▸ EXERCISE DIRECTIONS
Return, exactly and in full, the lines of the records below starting at the one with "M672,157L675,171L653,172L651,158Z" and ending at the one with "M1167,179L1171,203L1155,205L1151,181Z", and no other lines.
++++
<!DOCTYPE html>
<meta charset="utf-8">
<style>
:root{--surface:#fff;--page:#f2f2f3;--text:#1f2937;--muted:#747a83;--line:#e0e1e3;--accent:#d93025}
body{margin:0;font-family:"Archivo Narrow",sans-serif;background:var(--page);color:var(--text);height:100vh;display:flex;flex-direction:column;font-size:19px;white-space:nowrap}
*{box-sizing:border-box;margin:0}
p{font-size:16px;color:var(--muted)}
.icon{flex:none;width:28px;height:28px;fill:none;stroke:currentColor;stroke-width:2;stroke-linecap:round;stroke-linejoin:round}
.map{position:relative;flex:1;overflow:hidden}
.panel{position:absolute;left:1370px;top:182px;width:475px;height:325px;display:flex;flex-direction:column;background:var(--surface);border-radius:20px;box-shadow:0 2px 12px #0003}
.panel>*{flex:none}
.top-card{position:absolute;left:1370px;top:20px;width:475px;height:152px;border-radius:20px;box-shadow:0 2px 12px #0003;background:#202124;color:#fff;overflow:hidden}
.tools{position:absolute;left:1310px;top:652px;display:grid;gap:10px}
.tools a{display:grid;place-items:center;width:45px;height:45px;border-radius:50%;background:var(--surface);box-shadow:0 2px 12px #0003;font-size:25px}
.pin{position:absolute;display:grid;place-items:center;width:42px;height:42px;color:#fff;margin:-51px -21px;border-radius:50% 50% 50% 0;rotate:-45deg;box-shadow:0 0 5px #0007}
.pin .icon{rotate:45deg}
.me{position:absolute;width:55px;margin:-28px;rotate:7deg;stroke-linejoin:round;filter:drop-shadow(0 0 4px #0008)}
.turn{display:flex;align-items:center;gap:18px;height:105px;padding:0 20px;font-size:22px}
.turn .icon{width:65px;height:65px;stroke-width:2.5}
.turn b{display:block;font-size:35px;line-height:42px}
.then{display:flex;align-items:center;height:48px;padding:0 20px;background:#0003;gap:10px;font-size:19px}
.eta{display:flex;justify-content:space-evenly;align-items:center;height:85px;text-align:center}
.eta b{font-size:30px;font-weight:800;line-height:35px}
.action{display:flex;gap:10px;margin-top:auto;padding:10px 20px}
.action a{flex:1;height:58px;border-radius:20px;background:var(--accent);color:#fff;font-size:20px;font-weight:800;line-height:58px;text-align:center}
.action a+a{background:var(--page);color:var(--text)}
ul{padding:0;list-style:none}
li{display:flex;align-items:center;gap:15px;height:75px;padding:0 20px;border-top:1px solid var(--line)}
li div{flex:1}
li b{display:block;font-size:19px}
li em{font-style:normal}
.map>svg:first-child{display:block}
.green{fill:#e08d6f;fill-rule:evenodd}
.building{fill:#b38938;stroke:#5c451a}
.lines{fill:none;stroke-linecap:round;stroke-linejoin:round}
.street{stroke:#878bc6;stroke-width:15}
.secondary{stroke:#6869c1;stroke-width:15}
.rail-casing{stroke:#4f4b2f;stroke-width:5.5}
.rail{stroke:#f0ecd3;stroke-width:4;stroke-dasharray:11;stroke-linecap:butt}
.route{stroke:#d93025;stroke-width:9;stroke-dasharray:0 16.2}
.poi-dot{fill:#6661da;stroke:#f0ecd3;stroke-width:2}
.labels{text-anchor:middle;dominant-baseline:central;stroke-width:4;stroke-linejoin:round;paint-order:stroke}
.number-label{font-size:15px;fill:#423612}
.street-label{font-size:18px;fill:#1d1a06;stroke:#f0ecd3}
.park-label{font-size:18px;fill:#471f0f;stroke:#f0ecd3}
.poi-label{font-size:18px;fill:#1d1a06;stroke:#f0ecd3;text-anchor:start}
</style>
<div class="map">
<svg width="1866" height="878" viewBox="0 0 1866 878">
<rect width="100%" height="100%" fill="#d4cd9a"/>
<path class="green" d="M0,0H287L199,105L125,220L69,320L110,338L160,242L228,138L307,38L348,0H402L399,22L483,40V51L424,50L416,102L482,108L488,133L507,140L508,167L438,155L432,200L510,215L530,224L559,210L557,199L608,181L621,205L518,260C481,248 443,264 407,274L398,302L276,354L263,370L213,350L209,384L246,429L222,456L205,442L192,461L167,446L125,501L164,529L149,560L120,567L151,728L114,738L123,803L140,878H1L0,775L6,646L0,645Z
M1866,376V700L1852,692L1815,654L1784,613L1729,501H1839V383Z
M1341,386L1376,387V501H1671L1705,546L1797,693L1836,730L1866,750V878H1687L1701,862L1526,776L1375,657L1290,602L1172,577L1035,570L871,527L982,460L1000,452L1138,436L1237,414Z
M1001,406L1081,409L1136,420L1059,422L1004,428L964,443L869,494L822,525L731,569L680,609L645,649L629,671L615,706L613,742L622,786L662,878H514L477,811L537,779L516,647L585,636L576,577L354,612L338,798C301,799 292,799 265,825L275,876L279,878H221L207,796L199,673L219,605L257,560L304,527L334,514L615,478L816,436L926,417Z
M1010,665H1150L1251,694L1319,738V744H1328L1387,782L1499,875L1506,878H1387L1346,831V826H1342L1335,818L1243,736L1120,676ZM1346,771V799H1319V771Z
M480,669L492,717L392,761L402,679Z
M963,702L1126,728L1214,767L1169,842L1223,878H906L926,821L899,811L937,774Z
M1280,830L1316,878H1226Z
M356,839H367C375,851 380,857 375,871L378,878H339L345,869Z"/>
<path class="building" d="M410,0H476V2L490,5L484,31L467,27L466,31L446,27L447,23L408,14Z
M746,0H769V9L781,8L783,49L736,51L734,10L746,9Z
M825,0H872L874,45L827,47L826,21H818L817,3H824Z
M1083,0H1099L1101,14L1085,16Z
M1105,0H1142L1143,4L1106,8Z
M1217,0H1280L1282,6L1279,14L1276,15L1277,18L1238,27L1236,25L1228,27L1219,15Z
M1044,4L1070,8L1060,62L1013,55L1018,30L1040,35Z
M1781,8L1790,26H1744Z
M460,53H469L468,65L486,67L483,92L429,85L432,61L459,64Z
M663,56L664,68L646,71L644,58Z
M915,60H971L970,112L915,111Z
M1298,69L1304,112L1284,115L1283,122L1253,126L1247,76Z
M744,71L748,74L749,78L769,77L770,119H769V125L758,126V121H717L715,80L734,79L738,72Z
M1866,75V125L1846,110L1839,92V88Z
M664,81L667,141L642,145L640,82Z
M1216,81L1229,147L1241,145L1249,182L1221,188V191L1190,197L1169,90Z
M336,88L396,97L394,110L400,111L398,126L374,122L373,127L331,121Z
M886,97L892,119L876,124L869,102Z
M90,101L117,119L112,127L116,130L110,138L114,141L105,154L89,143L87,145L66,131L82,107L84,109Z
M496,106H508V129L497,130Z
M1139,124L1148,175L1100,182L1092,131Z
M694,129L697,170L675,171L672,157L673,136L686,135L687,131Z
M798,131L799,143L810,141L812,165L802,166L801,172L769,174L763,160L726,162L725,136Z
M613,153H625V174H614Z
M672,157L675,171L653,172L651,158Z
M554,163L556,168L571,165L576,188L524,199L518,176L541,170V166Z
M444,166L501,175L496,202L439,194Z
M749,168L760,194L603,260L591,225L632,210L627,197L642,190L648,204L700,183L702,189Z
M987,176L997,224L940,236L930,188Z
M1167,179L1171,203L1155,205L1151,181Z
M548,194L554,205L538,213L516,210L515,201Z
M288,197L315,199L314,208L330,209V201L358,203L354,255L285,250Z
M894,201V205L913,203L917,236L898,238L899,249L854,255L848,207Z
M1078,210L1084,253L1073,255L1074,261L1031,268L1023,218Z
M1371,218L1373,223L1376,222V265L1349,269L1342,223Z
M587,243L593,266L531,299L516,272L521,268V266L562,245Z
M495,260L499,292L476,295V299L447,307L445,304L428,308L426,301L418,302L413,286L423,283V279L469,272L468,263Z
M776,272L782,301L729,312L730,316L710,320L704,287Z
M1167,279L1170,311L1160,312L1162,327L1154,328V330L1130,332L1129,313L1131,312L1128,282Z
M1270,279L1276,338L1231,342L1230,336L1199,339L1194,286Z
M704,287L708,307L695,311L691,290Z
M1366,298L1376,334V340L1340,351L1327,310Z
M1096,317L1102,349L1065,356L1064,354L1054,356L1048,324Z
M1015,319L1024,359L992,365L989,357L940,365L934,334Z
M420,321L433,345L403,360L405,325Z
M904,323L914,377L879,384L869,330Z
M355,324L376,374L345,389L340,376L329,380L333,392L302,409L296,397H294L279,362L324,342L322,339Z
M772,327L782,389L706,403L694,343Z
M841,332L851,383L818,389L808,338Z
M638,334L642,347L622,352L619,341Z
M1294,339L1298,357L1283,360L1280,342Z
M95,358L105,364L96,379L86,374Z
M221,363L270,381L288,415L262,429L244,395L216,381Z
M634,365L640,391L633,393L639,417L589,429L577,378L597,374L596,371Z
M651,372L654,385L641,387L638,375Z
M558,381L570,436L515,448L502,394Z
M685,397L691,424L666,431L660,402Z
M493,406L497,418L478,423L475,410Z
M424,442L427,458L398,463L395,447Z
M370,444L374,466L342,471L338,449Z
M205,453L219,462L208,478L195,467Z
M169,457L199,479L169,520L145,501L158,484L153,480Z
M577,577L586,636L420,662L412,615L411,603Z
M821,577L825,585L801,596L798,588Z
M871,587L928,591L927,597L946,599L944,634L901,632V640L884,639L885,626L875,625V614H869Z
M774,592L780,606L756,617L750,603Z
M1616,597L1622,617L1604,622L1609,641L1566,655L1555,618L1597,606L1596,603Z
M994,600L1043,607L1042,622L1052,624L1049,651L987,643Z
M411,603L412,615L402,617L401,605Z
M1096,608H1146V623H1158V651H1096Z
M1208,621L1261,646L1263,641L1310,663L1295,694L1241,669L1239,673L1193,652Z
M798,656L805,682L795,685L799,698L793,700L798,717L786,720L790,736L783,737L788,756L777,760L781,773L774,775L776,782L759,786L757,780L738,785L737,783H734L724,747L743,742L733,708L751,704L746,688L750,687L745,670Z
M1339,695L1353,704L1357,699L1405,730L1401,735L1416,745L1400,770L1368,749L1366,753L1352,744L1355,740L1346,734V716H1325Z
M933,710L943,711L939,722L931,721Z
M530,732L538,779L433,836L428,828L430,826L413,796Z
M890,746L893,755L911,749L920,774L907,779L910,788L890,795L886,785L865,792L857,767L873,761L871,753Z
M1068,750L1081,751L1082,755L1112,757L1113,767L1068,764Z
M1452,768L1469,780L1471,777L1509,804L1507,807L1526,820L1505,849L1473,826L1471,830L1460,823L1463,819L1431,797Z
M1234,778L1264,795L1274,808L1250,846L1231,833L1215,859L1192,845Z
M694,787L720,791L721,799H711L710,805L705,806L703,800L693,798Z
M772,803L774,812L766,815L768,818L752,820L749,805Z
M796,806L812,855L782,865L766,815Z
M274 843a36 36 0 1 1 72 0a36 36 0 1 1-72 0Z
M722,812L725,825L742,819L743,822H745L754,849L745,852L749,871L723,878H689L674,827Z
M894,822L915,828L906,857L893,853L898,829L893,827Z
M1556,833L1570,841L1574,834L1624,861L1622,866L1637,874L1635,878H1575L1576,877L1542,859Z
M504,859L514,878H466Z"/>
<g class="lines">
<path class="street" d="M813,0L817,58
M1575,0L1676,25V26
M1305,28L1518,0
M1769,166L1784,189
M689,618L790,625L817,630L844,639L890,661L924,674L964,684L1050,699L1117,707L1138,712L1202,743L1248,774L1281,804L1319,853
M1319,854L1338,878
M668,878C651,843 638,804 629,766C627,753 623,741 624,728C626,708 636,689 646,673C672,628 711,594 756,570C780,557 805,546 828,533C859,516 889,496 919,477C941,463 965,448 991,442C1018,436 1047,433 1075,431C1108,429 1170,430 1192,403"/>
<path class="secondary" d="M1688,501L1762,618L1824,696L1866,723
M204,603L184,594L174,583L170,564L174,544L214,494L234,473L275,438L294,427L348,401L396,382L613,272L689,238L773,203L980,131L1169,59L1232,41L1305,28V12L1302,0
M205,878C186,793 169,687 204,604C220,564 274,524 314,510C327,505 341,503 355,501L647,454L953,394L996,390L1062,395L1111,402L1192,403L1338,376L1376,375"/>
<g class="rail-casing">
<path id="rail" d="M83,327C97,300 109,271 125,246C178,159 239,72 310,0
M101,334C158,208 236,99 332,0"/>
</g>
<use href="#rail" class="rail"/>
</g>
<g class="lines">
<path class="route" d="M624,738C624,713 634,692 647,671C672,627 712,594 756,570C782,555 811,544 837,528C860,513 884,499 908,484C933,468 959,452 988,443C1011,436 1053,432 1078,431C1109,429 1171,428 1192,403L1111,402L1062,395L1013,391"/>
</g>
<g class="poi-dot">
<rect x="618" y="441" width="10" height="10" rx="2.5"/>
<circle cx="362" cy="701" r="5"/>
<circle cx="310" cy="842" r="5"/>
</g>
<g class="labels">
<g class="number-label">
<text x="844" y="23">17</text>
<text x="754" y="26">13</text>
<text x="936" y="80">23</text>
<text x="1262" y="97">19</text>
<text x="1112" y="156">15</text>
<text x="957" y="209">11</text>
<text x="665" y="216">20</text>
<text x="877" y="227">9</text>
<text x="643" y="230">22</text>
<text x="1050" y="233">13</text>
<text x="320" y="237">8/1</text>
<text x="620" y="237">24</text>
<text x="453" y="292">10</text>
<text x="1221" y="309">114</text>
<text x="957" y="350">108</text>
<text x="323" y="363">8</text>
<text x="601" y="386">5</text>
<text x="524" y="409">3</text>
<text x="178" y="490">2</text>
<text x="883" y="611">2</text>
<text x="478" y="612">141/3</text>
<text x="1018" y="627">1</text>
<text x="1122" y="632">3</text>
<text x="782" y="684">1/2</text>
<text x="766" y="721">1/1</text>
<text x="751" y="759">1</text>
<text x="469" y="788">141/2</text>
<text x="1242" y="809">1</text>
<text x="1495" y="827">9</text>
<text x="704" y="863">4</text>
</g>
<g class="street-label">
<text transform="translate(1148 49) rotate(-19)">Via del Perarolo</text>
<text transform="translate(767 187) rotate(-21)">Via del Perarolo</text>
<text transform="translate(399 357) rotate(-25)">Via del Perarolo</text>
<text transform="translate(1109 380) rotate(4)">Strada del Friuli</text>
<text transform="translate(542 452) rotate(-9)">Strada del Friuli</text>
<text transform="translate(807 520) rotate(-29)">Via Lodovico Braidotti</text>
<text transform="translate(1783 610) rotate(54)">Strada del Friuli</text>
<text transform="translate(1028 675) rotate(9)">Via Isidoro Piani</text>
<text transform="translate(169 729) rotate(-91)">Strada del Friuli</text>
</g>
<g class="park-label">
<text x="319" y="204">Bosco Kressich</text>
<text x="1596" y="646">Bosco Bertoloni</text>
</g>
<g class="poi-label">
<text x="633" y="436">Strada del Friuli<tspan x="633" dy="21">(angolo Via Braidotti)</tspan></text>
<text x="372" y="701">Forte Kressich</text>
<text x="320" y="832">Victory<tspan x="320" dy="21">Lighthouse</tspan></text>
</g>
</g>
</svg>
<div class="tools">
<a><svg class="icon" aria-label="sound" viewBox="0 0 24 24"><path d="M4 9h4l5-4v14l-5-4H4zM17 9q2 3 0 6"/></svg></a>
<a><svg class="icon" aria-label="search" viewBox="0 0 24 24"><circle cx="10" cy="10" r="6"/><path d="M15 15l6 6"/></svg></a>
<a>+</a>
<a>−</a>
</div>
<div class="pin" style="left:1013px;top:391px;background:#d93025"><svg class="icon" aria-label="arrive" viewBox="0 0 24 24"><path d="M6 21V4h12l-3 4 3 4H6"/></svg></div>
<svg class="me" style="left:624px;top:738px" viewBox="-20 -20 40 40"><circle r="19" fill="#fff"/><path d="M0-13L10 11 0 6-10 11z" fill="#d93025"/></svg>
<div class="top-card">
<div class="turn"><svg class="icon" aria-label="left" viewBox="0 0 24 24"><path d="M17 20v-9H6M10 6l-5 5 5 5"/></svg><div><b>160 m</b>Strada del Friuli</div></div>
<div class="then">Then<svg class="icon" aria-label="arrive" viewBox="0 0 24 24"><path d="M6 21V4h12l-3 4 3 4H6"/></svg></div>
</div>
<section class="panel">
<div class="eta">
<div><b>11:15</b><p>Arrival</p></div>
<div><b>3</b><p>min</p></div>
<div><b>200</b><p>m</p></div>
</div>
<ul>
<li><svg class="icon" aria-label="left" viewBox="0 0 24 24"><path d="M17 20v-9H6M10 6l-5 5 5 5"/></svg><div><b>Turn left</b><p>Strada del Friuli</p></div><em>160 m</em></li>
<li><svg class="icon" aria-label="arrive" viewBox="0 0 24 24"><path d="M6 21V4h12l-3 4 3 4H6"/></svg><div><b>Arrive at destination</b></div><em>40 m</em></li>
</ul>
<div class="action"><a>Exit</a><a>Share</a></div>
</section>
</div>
++++
▸ SOLUTION FOR THIS EXERCISE
M672,157L675,171L653,172L651,158Z
M554,163L556,168L571,165L576,188L524,199L518,176L541,170V166Z
M444,166L501,175L496,202L439,194Z
M749,168L760,194L603,260L591,225L632,210L627,197L642,190L648,204L700,183L702,189Z
M987,176L997,224L940,236L930,188Z
M1167,179L1171,203L1155,205L1151,181Z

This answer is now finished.